Each record must be repeated exactly. None may be dropped.

####################

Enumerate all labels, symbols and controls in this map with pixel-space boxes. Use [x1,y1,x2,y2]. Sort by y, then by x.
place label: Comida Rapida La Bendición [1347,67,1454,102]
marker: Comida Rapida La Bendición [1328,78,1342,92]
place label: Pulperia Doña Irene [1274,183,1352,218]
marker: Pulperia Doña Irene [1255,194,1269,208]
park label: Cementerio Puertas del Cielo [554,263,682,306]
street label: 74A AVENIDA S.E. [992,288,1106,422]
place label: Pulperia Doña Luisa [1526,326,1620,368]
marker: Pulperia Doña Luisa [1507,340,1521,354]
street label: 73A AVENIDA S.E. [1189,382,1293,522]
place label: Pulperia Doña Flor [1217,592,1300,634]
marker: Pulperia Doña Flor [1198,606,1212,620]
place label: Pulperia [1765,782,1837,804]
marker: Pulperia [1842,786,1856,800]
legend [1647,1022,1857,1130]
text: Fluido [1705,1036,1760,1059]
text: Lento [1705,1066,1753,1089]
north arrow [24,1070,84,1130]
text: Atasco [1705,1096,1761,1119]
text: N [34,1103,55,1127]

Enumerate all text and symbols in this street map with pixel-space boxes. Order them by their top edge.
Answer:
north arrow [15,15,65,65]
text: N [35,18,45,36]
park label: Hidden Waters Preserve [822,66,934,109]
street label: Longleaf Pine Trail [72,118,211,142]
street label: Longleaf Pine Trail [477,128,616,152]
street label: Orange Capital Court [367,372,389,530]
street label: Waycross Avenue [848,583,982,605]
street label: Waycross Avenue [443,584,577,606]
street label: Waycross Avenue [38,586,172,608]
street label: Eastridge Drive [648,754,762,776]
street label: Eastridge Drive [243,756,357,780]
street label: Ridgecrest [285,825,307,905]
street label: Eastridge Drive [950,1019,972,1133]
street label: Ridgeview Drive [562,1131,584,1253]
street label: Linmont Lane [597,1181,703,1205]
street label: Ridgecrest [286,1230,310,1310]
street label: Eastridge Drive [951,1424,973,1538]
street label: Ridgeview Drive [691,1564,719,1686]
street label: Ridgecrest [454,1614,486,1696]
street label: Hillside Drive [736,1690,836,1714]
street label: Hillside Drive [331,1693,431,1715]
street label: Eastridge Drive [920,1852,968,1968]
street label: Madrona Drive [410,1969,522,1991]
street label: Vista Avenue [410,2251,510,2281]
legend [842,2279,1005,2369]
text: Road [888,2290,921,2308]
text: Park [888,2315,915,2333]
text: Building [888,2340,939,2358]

####################

### Response area
Enumerate all labels, symbols and controls in this map with pixel-space boxes. Use [x1,y1,x2,y2]. Sort by y, then by x.
place label: Comida Rapida La Bendición [1347,67,1454,102]
marker: Comida Rapida La Bendición [1328,78,1342,92]
place label: Pulperia Doña Irene [1274,183,1352,218]
marker: Pulperia Doña Irene [1255,194,1269,208]
park label: Cementerio Puertas del Cielo [554,263,682,306]
street label: 74A AVENIDA S.E. [992,288,1106,422]
place label: Pulperia Doña Luisa [1526,326,1620,368]
marker: Pulperia Doña Luisa [1507,340,1521,354]
street label: 73A AVENIDA S.E. [1189,382,1293,522]
place label: Pulperia Doña Flor [1217,592,1300,634]
marker: Pulperia Doña Flor [1198,606,1212,620]
place label: Pulperia [1765,782,1837,804]
marker: Pulperia [1842,786,1856,800]
legend [1647,1022,1857,1130]
text: Fluido [1705,1036,1760,1059]
text: Lento [1705,1066,1753,1089]
north arrow [24,1070,84,1130]
text: Atasco [1705,1096,1761,1119]
text: N [34,1103,55,1127]

Enumerate all text and symbols in this street map with pixel-space boxes. Order them by their top edge.
Answer:
north arrow [15,15,65,65]
text: N [35,18,45,36]
park label: Hidden Waters Preserve [822,66,934,109]
street label: Longleaf Pine Trail [72,118,211,142]
street label: Longleaf Pine Trail [477,128,616,152]
street label: Orange Capital Court [367,372,389,530]
street label: Waycross Avenue [848,583,982,605]
street label: Waycross Avenue [443,584,577,606]
street label: Waycross Avenue [38,586,172,608]
street label: Eastridge Drive [648,754,762,776]
street label: Eastridge Drive [243,756,357,780]
street label: Ridgecrest [285,825,307,905]
street label: Eastridge Drive [950,1019,972,1133]
street label: Ridgeview Drive [562,1131,584,1253]
street label: Linmont Lane [597,1181,703,1205]
street label: Ridgecrest [286,1230,310,1310]
street label: Eastridge Drive [951,1424,973,1538]
street label: Ridgeview Drive [691,1564,719,1686]
street label: Ridgecrest [454,1614,486,1696]
street label: Hillside Drive [736,1690,836,1714]
street label: Hillside Drive [331,1693,431,1715]
street label: Eastridge Drive [920,1852,968,1968]
street label: Madrona Drive [410,1969,522,1991]
street label: Vista Avenue [410,2251,510,2281]
legend [842,2279,1005,2369]
text: Road [888,2290,921,2308]
text: Park [888,2315,915,2333]
text: Building [888,2340,939,2358]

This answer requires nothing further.